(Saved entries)
※ ※ ※

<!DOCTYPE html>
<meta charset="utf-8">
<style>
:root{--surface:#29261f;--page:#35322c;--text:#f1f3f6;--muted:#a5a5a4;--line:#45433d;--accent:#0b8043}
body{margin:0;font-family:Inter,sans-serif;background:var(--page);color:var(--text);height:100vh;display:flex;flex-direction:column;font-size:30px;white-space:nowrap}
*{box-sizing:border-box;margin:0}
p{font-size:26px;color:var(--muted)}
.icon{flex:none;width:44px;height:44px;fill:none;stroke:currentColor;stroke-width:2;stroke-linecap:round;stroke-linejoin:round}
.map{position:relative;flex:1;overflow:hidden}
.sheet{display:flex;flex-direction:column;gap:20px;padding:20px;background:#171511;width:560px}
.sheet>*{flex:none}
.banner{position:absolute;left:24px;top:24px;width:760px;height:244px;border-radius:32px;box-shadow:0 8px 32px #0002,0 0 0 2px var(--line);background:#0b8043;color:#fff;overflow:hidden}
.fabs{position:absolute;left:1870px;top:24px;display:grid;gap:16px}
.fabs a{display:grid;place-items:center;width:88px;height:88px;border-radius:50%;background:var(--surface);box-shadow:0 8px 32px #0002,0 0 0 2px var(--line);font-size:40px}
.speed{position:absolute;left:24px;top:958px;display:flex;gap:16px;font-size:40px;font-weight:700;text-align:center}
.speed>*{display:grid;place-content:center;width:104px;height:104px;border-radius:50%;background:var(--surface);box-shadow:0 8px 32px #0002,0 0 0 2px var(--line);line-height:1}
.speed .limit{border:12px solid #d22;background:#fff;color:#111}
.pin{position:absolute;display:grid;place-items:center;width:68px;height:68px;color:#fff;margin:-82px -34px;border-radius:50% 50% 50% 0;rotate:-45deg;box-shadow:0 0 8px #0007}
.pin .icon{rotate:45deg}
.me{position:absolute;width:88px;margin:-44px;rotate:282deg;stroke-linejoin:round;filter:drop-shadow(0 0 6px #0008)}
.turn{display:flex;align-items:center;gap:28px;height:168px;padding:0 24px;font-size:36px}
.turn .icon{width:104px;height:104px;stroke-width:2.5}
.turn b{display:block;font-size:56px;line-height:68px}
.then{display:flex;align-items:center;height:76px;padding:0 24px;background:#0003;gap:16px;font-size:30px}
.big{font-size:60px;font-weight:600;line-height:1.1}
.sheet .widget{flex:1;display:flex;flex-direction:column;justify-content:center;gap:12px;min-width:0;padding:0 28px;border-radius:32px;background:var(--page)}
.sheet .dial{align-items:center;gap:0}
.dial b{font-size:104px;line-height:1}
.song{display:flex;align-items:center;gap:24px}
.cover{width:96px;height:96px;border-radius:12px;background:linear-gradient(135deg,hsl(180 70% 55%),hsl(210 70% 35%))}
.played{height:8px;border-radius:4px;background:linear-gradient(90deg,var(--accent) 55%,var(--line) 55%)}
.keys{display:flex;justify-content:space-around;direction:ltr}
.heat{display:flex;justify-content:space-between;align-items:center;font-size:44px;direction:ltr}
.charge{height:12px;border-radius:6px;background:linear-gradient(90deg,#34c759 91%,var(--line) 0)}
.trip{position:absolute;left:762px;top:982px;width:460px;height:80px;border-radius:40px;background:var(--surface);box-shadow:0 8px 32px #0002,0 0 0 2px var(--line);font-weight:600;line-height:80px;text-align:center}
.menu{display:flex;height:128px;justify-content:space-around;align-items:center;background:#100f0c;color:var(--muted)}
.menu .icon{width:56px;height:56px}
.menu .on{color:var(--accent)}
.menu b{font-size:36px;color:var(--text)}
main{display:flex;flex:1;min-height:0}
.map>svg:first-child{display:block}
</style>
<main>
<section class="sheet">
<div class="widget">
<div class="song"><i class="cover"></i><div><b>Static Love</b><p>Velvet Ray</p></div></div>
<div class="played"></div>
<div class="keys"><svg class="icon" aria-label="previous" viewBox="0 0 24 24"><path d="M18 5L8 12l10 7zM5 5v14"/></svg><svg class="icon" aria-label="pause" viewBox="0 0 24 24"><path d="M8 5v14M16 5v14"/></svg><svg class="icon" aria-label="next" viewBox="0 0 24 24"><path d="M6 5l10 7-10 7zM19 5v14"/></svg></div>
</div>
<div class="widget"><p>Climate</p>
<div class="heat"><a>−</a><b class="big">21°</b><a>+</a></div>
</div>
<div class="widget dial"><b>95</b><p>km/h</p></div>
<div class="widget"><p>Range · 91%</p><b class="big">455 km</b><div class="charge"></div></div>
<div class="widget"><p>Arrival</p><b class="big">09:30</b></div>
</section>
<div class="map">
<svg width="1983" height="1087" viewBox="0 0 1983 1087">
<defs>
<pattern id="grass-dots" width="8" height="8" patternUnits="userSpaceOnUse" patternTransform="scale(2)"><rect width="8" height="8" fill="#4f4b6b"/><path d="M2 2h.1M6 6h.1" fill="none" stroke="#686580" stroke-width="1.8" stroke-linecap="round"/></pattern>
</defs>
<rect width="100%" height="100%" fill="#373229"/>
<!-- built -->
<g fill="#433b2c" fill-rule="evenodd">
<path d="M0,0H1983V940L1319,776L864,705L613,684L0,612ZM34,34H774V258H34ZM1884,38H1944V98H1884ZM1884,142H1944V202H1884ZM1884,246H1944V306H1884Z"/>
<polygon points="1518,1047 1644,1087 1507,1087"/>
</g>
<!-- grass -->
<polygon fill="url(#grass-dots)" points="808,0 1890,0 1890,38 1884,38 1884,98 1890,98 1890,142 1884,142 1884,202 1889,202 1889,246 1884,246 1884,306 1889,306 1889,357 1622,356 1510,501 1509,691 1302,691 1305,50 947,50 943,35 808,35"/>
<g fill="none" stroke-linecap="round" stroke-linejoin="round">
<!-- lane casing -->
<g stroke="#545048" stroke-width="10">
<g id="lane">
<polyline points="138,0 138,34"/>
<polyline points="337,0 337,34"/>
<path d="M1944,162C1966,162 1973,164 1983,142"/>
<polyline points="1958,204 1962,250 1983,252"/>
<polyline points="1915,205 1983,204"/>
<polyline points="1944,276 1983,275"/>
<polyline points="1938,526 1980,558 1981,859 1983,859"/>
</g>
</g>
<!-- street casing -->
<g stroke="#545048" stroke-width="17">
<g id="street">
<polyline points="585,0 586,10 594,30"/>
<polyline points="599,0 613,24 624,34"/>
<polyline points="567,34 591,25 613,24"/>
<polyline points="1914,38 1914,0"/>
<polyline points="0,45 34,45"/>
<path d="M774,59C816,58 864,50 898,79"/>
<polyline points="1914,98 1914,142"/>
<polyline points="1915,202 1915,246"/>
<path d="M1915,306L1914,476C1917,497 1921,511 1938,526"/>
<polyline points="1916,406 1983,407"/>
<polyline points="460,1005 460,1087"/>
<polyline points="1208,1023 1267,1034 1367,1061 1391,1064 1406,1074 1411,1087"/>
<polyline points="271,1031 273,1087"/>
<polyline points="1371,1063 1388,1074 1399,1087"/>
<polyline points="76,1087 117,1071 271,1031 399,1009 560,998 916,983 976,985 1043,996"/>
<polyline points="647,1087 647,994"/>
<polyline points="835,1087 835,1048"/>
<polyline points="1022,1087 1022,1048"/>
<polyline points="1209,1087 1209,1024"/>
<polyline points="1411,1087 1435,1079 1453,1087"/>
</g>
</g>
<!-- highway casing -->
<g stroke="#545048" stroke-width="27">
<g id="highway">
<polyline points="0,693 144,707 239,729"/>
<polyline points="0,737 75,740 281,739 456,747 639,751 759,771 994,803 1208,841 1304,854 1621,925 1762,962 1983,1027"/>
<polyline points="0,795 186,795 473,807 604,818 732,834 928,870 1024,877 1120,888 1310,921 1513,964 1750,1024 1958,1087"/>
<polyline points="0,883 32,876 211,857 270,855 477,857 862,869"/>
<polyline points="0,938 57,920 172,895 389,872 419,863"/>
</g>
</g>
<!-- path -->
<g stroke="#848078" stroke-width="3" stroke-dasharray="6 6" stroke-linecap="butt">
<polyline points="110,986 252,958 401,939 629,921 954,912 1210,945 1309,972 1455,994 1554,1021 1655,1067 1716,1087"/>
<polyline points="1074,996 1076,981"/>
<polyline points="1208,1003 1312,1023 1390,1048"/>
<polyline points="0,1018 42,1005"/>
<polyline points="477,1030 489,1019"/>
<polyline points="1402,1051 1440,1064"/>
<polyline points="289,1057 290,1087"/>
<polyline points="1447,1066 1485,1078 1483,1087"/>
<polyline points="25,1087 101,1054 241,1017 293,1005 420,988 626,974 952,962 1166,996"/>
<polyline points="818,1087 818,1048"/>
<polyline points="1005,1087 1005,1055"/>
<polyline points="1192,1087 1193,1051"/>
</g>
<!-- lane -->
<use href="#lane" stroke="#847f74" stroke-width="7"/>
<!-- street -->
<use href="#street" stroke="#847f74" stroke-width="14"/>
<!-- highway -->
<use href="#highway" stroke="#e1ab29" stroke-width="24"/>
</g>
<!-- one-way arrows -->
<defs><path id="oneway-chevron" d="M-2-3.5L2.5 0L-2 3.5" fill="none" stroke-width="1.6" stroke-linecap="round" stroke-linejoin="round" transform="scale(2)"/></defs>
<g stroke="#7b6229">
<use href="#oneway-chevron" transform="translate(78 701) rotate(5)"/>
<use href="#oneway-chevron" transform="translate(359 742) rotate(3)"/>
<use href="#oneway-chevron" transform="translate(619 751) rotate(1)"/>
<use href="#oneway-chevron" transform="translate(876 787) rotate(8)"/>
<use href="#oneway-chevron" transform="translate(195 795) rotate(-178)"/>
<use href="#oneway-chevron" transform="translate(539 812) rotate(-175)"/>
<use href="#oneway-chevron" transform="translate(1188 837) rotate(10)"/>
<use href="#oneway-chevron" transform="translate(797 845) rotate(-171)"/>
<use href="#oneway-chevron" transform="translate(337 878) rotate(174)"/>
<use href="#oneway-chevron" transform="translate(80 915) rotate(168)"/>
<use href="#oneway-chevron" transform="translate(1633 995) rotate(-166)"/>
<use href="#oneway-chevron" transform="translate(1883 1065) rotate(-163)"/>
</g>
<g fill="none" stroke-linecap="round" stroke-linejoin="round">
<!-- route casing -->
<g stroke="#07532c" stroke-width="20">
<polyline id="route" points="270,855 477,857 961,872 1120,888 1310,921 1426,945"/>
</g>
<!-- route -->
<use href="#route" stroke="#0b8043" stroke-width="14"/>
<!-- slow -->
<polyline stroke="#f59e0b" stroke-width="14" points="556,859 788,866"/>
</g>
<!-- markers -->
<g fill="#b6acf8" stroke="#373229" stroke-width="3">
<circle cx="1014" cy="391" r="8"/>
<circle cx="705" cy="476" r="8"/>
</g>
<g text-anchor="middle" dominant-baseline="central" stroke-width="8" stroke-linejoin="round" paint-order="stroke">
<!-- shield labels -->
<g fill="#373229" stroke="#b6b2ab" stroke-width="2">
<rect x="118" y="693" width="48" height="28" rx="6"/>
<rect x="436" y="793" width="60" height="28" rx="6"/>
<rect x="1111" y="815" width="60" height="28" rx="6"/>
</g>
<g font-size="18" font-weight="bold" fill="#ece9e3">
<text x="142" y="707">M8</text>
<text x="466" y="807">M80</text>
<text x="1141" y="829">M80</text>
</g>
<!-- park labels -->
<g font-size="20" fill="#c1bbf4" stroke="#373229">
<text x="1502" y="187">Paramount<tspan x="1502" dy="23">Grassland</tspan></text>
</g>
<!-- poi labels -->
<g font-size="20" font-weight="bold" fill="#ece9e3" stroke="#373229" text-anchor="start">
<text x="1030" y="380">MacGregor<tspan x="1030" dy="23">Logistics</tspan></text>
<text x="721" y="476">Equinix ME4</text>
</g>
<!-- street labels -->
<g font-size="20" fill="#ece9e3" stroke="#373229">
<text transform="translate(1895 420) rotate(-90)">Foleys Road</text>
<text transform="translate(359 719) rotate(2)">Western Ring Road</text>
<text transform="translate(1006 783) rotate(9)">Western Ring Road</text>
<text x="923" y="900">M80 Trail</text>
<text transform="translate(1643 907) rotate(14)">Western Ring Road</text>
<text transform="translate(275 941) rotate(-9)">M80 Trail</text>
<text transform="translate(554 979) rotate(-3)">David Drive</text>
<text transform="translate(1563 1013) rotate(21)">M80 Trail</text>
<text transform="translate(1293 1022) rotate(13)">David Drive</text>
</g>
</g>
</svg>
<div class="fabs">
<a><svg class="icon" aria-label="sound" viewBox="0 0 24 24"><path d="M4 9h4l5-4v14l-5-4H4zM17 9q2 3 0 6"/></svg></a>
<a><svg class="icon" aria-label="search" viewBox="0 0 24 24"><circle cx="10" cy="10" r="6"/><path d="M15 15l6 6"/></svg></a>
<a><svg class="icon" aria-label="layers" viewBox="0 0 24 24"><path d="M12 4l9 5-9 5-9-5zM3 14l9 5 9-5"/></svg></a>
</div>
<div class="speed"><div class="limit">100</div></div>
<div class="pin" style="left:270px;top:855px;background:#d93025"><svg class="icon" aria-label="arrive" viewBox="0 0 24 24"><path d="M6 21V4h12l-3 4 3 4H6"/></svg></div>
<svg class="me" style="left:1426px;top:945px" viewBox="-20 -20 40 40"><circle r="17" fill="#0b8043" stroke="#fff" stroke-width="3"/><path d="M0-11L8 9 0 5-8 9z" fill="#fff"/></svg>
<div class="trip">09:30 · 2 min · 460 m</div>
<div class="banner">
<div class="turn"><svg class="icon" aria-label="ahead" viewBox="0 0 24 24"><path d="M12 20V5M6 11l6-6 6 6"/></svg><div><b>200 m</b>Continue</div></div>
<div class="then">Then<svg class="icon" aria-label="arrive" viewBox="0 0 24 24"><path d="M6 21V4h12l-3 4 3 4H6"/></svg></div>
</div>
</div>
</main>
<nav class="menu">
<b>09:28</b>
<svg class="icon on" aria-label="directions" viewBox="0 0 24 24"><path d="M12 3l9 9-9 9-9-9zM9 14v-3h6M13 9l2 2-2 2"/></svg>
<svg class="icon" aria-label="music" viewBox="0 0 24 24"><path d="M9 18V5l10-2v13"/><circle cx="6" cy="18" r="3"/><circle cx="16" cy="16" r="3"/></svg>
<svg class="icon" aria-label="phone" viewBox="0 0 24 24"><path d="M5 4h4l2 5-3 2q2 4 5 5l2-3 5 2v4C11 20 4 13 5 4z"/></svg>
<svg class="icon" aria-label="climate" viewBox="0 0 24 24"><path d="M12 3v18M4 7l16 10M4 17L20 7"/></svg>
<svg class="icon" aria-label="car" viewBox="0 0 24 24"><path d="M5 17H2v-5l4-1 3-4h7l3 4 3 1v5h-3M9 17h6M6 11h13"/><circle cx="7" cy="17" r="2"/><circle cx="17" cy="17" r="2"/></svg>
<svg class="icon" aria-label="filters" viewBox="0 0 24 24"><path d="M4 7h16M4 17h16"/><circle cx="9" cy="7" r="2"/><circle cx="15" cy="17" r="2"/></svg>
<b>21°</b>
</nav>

※ ※ ※

* _Exercise objective_
When a line in the records holds the string "hidden", copy that line.

* _Response for this exercise_
.map{position:relative;flex:1;overflow:hidden}
.banner{position:absolute;left:24px;top:24px;width:760px;height:244px;border-radius:32px;box-shadow:0 8px 32px #0002,0 0 0 2px var(--line);background:#0b8043;color:#fff;overflow:hidden}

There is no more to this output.